La dopamine
Parmi les substrats moléculaires des apprentissages motivés par la récompense, la dopamine (DA) joue un rôle majeur. Cette molécule neuromodulatrice, libérée par diffusion volumique dans le cerveau, régule de nombreux comportements tels que l’attention et la mémoire de travail, la prise de décision, le contrôle de la motricité. Des dysfonctionnements du système dopaminergique ont été mis en cause dans différentes pathologies incluant entre autres la maladie de Parkinson, la schizophrénie ou encore le syndrome de Gilles de la Tourette (Nieoullon, 2002).
L’innervation dopaminergique du cerveau émane de noyaux regroupés en différents systèmes fonctionnels dans le mésencéphale, le diencéphale (hypothalamus) ainsi que le tubercule olfactif et la rétine. Le système dopaminergique mésencéphalique est principalement impliqué dans la régulation des fonctions cognitives et motrices. Dans cette région, les corps cellulaires dopaminergiques sont regroupés dans la substance noire compacte (SNc), l’aire tegmentale ventrale (ATV) et l’aire rétrorubrale (RR) formant une population d’environ 30000 neurones dopaminergiques dans le cerveau de souris. Bien que restreinte, cette population neuronale projette vers de multiples structures cibles et module ainsi l’activité de nombreuses régions cérébrales. L’anatomie de ces voies de projection reflète la diversité qui existe au sein des neurones dopaminergiques du mésencéphale et il est possible de distinguer ces neurones en fonction de leurs structures cibles. On distingue ainsi trois grandes voies de projection issues du mésencéphale. La voie nigro-striée émane de la SNc et innerve principalement les régions dorsales du striatum. En modulant l’activité des neurones de cette structure, la voie nigrostriée participe au contrôle de la motricité (Graybiel, 1990). La voie méso-limbique est formée des projections issues de l’ATV vers les structures limbiques telles que les régions ventrales du striatum (noyau accumbens, NAcc), le tubercule olfactif ou encore le septum et l’amygdale. Enfin la voie méso-corticale comprend les projections de l’ATV vers les aires corticales telles que le cortex préfrontal, enthorinal ou encore cingulaire (Taber et al., 2012) (Figure 2). La composante limbique des projections de l’ATV est associée à la régulation de la motivation alors que les afférences corticales sont engagées dans la mémoire de travail et l’attention. L’ensemble du réseau ciblé par l’ATV forme le système méso-cortico-limbique, important pour les réponses émotionnelles, la motivation et les processus d’apprentissages récompensés (Kalivas and Nakamura, 1999). L’intégration des informations cortico-limbiques au sein de ce système joue un rôle majeur dans l’attribution des valeurs motivationnelles aux stimuli récompensants et dans les apprentissages motivés par la récompense (Everitt and Wolf, 2002, Kalivas and Volkow, 2005).

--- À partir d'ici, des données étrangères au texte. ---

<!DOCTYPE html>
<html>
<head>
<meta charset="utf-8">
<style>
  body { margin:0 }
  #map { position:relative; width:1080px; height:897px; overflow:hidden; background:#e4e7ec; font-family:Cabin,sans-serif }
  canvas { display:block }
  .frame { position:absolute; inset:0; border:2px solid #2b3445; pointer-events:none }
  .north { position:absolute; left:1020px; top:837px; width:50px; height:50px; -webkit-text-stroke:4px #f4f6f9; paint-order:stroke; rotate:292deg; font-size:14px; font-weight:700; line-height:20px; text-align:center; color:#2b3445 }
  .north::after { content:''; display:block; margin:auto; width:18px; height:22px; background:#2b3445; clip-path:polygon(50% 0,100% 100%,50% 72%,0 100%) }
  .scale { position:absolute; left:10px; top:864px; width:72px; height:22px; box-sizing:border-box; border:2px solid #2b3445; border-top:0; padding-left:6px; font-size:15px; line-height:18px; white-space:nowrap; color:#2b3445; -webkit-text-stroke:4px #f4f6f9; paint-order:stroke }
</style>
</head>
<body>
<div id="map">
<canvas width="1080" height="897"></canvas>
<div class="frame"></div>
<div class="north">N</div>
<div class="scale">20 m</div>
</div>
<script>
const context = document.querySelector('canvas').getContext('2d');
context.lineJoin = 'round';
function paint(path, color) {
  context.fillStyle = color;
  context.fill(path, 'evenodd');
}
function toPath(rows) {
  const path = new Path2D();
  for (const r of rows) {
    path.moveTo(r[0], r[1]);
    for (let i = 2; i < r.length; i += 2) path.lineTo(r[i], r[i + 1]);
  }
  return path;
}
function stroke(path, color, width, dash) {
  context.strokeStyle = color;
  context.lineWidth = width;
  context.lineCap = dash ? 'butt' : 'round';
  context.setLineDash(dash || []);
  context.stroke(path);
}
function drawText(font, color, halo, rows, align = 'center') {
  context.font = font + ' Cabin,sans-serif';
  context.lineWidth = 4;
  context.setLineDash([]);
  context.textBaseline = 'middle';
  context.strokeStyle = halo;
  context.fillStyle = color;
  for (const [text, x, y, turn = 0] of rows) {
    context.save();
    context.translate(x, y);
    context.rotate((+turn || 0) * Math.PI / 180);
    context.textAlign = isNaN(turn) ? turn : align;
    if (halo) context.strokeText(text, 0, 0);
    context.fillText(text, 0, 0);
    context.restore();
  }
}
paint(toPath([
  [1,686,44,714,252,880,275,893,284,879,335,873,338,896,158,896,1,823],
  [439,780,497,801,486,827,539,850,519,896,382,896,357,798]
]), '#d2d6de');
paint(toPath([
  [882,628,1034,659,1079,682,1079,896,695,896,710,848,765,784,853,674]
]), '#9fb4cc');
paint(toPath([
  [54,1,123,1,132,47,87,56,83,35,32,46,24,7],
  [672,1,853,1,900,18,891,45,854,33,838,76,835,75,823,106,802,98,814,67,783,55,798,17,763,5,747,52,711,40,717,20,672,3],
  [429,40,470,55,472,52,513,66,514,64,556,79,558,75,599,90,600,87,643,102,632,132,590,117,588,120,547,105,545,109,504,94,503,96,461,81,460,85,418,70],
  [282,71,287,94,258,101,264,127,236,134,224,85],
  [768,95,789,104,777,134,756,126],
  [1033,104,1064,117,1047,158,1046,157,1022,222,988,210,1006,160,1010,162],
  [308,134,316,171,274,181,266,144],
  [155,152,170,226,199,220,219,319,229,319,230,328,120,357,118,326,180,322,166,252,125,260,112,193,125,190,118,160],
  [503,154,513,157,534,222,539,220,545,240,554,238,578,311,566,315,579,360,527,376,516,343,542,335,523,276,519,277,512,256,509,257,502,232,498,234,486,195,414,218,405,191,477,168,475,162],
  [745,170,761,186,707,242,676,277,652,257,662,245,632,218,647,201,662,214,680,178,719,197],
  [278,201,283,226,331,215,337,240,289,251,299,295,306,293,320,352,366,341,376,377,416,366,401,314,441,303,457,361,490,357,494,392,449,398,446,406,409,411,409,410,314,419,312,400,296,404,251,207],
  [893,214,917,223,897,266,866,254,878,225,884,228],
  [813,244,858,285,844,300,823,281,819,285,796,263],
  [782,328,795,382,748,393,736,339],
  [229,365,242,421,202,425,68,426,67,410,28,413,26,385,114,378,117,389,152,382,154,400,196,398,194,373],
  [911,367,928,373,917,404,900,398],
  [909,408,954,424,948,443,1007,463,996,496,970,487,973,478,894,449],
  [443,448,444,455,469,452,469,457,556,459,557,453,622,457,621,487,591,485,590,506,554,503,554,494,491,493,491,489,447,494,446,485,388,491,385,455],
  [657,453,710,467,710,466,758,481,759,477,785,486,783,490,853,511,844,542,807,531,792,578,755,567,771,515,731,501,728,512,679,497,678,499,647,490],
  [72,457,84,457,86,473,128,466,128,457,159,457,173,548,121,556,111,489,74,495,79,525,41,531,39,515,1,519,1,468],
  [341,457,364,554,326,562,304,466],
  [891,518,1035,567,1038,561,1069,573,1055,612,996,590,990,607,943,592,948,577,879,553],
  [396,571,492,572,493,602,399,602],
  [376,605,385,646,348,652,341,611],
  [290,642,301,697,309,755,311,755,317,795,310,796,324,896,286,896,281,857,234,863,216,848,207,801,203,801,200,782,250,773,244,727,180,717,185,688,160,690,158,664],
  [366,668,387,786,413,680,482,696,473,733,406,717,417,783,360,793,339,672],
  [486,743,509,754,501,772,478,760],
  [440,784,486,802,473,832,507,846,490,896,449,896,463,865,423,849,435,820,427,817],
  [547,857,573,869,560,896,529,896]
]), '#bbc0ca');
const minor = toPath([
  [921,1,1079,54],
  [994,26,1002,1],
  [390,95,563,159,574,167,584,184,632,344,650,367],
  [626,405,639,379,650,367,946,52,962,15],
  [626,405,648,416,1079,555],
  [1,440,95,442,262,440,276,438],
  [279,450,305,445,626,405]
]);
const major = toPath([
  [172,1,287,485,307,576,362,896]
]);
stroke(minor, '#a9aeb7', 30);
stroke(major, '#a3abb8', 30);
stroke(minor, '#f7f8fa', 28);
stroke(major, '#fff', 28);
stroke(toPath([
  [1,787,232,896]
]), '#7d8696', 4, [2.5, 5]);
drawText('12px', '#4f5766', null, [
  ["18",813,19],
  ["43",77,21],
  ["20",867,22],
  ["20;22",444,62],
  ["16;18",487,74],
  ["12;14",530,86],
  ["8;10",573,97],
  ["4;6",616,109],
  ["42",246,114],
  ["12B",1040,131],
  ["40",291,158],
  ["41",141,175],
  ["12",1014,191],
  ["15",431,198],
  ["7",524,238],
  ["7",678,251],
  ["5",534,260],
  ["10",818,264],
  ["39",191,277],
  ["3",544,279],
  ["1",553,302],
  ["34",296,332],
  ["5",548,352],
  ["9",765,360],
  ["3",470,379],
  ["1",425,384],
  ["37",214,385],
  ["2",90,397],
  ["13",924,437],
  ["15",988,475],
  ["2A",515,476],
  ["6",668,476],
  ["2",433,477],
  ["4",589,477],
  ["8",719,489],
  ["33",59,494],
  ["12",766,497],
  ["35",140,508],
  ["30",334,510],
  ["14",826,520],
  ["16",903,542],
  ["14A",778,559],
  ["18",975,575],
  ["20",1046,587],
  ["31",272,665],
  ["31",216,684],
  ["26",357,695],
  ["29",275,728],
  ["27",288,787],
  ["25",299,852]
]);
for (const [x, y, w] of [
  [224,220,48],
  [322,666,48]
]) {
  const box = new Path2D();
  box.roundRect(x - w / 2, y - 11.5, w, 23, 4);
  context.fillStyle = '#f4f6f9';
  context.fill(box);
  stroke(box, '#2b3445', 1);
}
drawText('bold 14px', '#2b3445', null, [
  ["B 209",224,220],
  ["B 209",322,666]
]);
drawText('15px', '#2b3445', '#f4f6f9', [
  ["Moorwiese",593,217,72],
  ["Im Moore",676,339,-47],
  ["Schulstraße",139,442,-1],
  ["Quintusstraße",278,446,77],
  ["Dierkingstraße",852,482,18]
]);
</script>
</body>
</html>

Le contrôle de l’activité des neurones dopaminergiques est central pour la régulation des fonctions cérébrales modulées par ce système. Les neurones de l’ATV et de la SNc sont ciblés par de nombreuses afférences et intègrent une grande diversité d’informations en provenance des aires somatosensorielles, motrices et autonomes (Watabe-Uchida et al., 2012). Au-delà de la diversité de leurs projections, les neurones de l’ATV et de la SNc semblent également se distinguer par le type d’afférences qu’ils reçoivent. Il a ainsi été montré que les neurones dopaminergiques de la SNc reçoivent des afférences excitatrice majeure des cortex moteur et somotosensoriel ainsi que du noyau sous-thalamique alors que les neurones de la VTA reçoivent majoritairement des afférences provenant de l’hypothalamus latéral (WatabeUchida et al., 2012). Une étude récente suggère cependant que les neurones dopaminergiques du mésencéphale se distinguent, en fait, principalement par leurs régions de projections et reçoivent des afférences très similaires (Menegas et al., 2015). D’après cette étude, une seule population neuronale se distinguerait clairement par sa connectivité, il s’agit d’une souspopulation de neurones dopaminergiques projetant vers la région postérieure du striatum. Ces neurones se démarquent par une très faible innervation en provenance du striatum ventral au profit d’une plus forte innervation par le globus pallidus, le noyau sous-thalamique et la zona incerta. Il semble également exister une diversité de connectivité au sein même de l’ATV où les neurones qui projettent vers les régions latérales du NAcc reçoivent une innervation préférentielle du noyau tegmental latéro-dorsal alors que les neurones projetant vers le cortex préfrontal médian reçoivent une innervation majoritaire de l’habenula (Lammel et al., 2012).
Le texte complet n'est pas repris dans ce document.